··· Data extracts ···

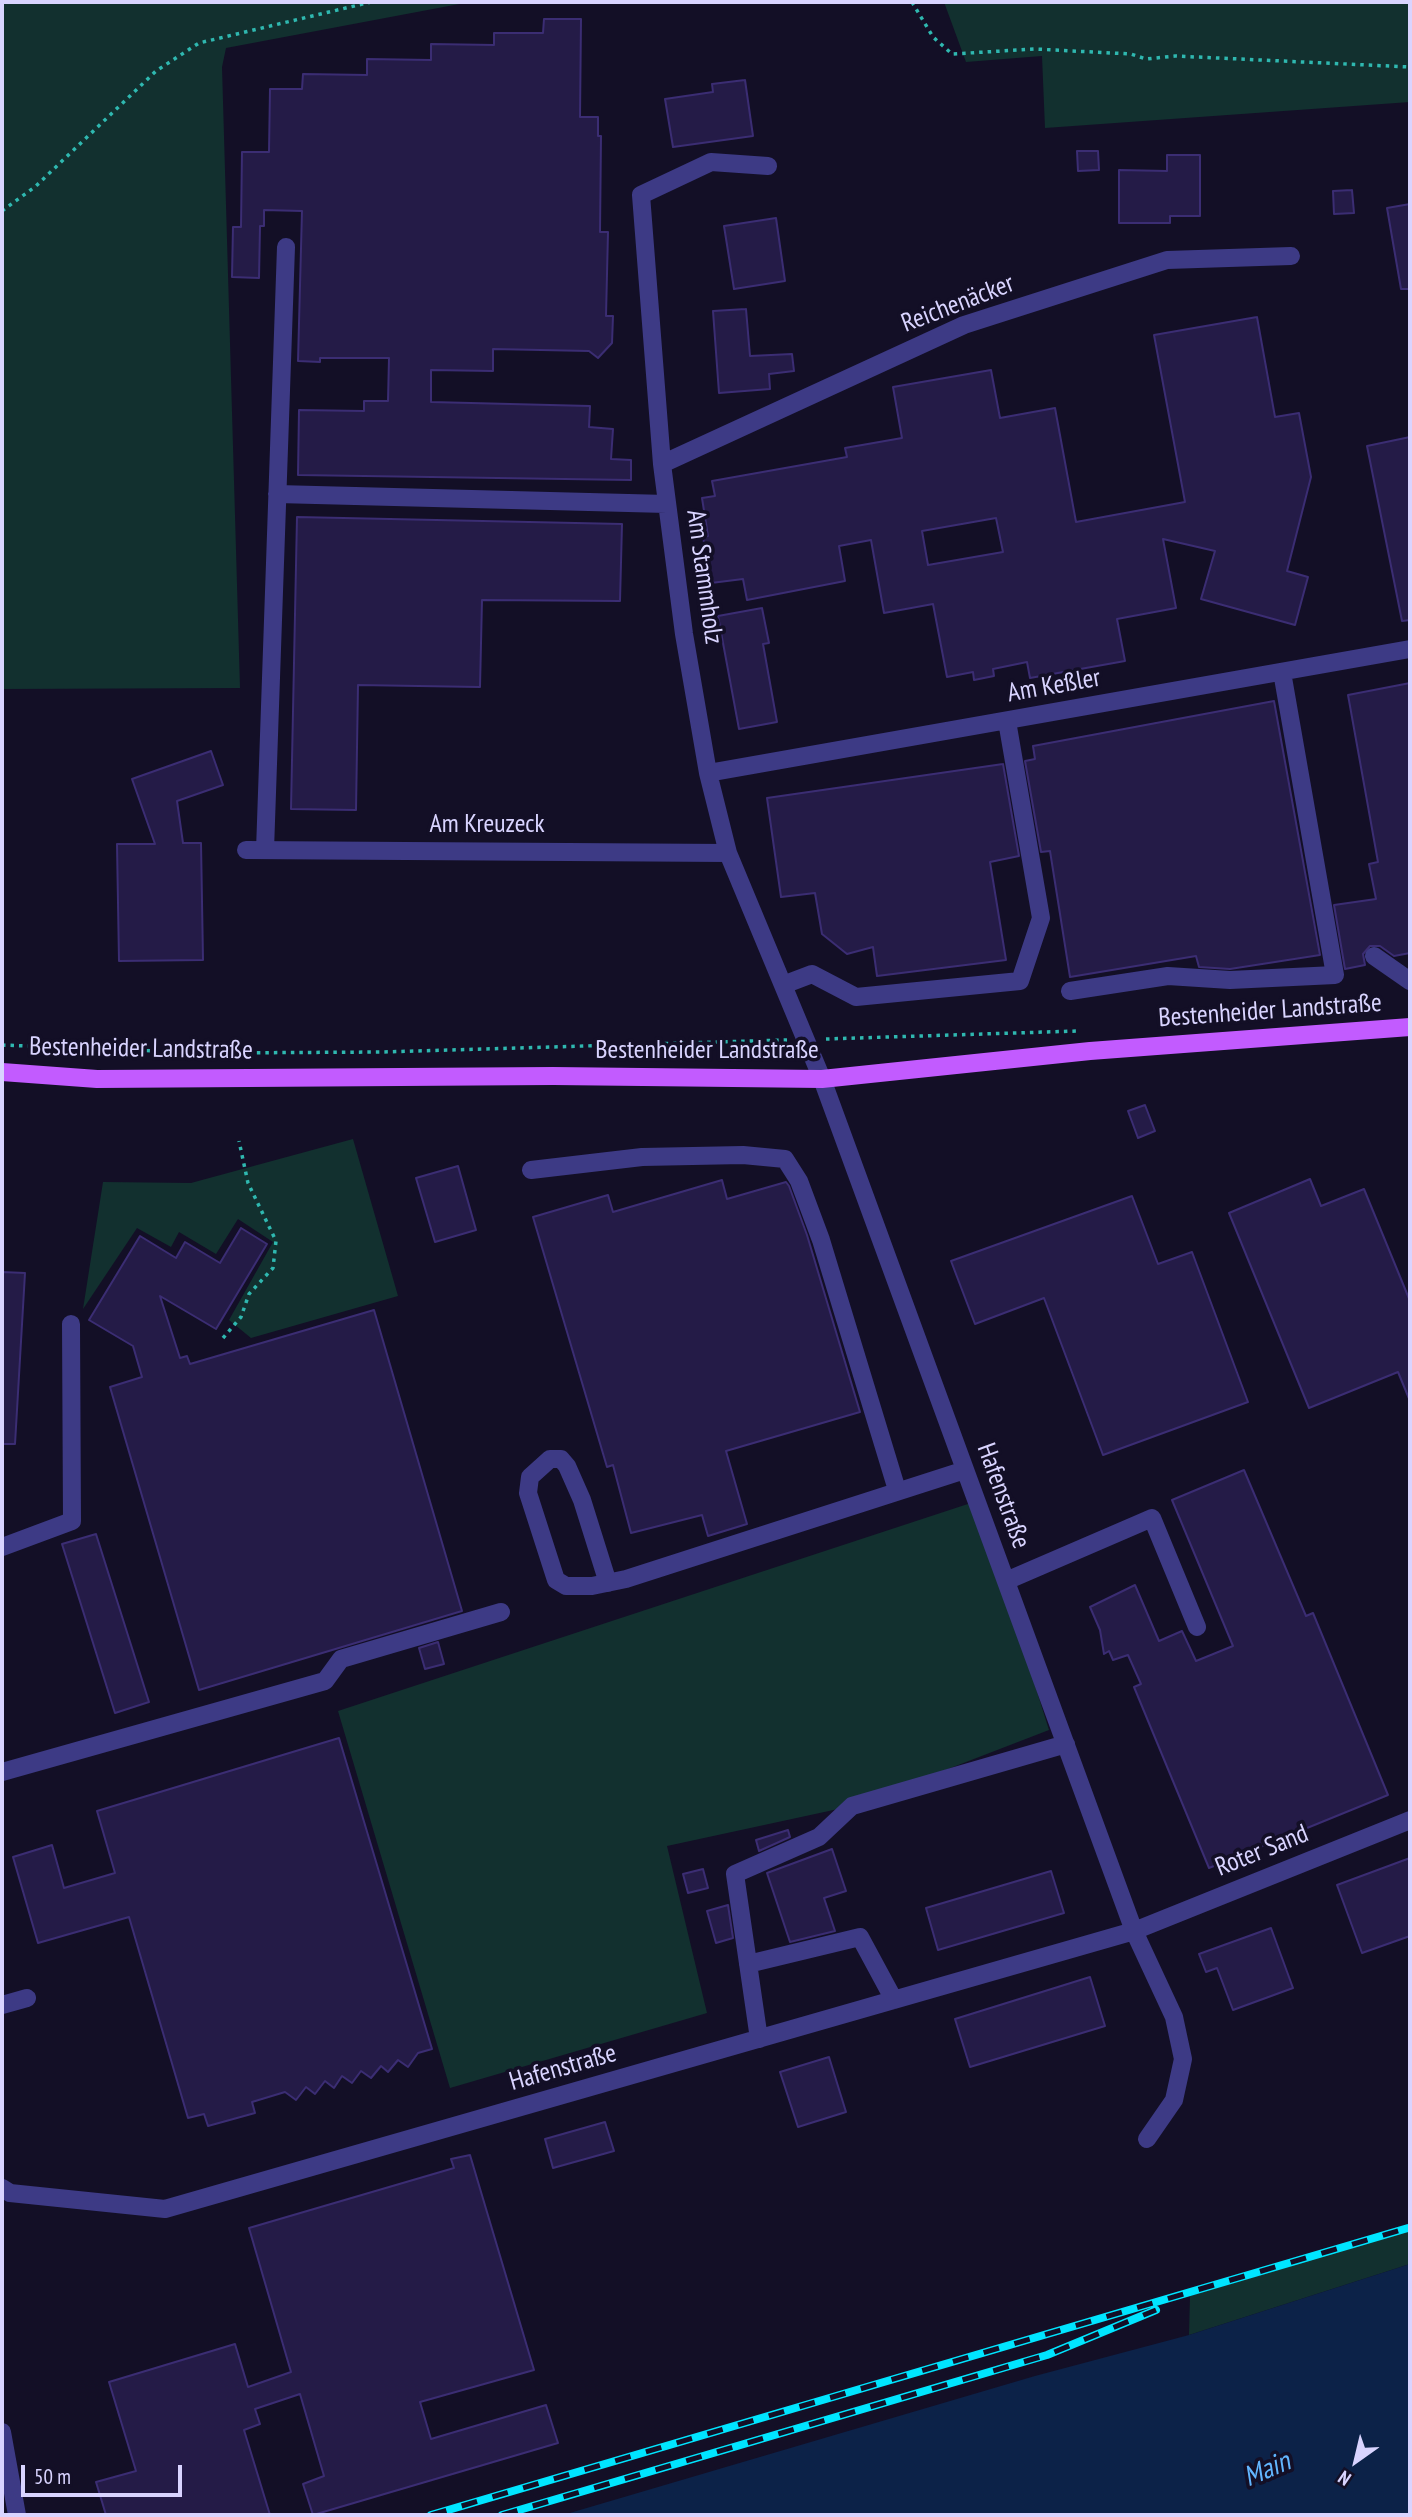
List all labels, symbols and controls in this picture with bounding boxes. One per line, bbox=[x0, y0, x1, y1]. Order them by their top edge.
street label: Reichenäcker bbox=[897, 268, 1019, 340]
street label: Am Stammholz bbox=[679, 508, 729, 646]
street label: Am Keßler bbox=[1005, 662, 1103, 710]
street label: Am Kreuzeck bbox=[429, 809, 545, 841]
street label: Bestenheider Landstraße bbox=[1157, 988, 1383, 1034]
street label: Bestenheider Landstraße bbox=[29, 1031, 253, 1067]
street label: Bestenheider Landstraße bbox=[595, 1035, 819, 1067]
street label: Hafenstraße bbox=[970, 1439, 1036, 1553]
street label: Roter Sand bbox=[1211, 1818, 1313, 1884]
street label: Hafenstraße bbox=[506, 2038, 620, 2098]
north arrow bbox=[1321, 2426, 1391, 2496]
water label: Main bbox=[1239, 2445, 1295, 2495]
scale bar bbox=[24, 2450, 186, 2494]
text: 50 m bbox=[34, 2463, 71, 2490]
text: N bbox=[1333, 2466, 1355, 2491]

···

**Exercise objective**
Apart from the pictures, every record must be set down exactly.

**Task result**
List all labels, symbols and controls in this picture with bounding boxes. One per line, bbox=[x0, y0, x1, y1]. Order them by their top edge.
street label: Reichenäcker bbox=[897, 268, 1019, 340]
street label: Am Stammholz bbox=[679, 508, 729, 646]
street label: Am Keßler bbox=[1005, 662, 1103, 710]
street label: Am Kreuzeck bbox=[429, 809, 545, 841]
street label: Bestenheider Landstraße bbox=[1157, 988, 1383, 1034]
street label: Bestenheider Landstraße bbox=[29, 1031, 253, 1067]
street label: Bestenheider Landstraße bbox=[595, 1035, 819, 1067]
street label: Hafenstraße bbox=[970, 1439, 1036, 1553]
street label: Roter Sand bbox=[1211, 1818, 1313, 1884]
street label: Hafenstraße bbox=[506, 2038, 620, 2098]
north arrow bbox=[1321, 2426, 1391, 2496]
water label: Main bbox=[1239, 2445, 1295, 2495]
scale bar bbox=[24, 2450, 186, 2494]
text: 50 m bbox=[34, 2463, 71, 2490]
text: N bbox=[1333, 2466, 1355, 2491]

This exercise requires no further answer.